Sécurité : un clivage droite-gauche sur l’armement de la police

A Paris, la police municipale soufflera ses cinq bougies en 2026 et sa jeunesse ne l’empêche pas d’être au cœur des programmes de droite. Rachida Dati (Les Républicains, LR), Pierre-Yves Bournazel (Horizons), Sarah Knafo (Reconquête !) et Thierry Mariani (Rassemblement national) veulent armer les agents et augmenter les effectifs – aujourd’hui autour de 2 300 – pour aller respectivement jusqu’à 5 000, 6 000, 8 000 et 8 350 policiers.

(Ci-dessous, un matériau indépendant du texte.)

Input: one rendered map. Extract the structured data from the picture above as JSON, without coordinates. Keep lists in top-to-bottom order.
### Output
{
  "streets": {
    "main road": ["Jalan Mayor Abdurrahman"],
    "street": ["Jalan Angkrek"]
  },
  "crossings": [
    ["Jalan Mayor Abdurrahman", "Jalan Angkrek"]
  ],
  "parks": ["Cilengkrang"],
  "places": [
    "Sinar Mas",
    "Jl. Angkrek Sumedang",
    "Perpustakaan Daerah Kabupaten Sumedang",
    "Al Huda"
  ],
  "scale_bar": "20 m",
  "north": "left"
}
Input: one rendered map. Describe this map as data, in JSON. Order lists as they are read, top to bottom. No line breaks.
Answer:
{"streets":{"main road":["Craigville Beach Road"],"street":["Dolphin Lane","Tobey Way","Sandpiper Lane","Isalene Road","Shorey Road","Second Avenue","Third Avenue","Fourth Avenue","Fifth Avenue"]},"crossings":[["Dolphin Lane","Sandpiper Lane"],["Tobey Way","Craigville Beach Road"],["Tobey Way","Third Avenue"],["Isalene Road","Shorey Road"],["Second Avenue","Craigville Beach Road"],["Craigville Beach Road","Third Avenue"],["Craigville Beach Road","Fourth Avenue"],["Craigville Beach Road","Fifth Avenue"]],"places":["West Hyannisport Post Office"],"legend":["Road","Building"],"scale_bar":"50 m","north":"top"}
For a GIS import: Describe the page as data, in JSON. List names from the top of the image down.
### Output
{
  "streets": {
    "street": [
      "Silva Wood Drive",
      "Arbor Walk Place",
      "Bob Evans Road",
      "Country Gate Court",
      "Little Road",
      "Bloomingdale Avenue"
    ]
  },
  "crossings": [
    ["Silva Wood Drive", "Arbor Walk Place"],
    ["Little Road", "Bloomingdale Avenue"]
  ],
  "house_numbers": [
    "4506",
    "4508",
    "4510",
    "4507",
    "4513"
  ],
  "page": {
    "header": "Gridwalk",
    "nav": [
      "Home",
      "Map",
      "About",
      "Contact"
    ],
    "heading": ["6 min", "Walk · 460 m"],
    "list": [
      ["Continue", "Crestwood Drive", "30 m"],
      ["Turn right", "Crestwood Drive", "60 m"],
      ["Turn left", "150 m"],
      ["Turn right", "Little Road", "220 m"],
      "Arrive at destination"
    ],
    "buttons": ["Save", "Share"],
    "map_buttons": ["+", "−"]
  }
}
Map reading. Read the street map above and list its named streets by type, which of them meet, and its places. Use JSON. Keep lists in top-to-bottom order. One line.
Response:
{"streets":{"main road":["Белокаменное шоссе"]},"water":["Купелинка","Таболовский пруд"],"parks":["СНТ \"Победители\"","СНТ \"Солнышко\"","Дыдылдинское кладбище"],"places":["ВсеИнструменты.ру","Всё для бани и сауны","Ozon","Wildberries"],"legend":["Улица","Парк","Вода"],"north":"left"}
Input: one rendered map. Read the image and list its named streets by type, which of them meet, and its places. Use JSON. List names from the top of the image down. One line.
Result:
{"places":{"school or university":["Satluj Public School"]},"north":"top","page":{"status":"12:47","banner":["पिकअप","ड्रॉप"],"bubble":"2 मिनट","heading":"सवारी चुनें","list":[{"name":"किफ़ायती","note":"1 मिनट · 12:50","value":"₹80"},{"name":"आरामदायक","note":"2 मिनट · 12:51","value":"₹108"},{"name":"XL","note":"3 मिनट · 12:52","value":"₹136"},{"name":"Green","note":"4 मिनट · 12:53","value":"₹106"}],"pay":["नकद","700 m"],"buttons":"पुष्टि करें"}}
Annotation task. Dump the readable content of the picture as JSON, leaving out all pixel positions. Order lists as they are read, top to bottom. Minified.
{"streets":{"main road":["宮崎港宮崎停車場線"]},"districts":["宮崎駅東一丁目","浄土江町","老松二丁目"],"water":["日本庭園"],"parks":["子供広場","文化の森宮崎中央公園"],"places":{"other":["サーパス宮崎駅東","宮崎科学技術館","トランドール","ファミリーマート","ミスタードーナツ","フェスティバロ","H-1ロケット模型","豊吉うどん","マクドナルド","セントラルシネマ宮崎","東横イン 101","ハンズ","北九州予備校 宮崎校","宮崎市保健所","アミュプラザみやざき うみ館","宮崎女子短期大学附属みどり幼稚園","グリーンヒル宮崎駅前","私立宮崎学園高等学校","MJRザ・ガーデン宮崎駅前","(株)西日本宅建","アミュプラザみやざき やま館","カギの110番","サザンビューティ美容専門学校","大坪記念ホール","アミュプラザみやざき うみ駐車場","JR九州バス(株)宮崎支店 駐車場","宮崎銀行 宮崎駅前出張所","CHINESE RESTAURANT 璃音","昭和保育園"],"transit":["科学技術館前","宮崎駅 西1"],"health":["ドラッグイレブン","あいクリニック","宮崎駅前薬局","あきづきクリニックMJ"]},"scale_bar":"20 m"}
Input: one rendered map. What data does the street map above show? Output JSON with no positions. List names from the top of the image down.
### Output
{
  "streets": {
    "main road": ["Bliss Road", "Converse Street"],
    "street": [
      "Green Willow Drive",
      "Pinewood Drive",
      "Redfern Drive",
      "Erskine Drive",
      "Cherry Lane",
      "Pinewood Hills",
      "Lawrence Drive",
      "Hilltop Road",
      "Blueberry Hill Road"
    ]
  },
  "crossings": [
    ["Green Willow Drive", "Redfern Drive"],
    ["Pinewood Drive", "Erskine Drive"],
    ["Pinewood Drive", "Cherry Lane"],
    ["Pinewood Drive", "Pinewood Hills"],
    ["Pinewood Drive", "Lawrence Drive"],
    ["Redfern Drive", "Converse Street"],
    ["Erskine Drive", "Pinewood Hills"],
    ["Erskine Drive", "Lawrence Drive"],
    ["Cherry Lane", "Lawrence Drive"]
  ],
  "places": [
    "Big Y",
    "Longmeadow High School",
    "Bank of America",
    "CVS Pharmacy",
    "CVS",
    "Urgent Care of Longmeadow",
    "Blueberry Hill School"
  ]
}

Ils proposent par ailleurs de renforcer la présence policière dans les transports, ainsi que les moyens de vidéosurveillance, soit avec des nouvelles technologies (Mme Knafo, M. Bournazel), soit en multipliant par deux (Mme Dati) ou par trois (M. Mariani) le nombre de caméras – 4 000 actuellement. Des brigades canines sont suggérées par M. Bournazel et Mme Knafo, qui souhaite aussi une police municipale à cheval, comme Mme Dati, en mettant l’accent sur le Champ-de-Mars et les bois de Boulogne et de Vincennes. Ces candidats comptent également sur le projet de loi en cours d’examen au Parlement pour étendre, à terme, les compétences de la police municipale.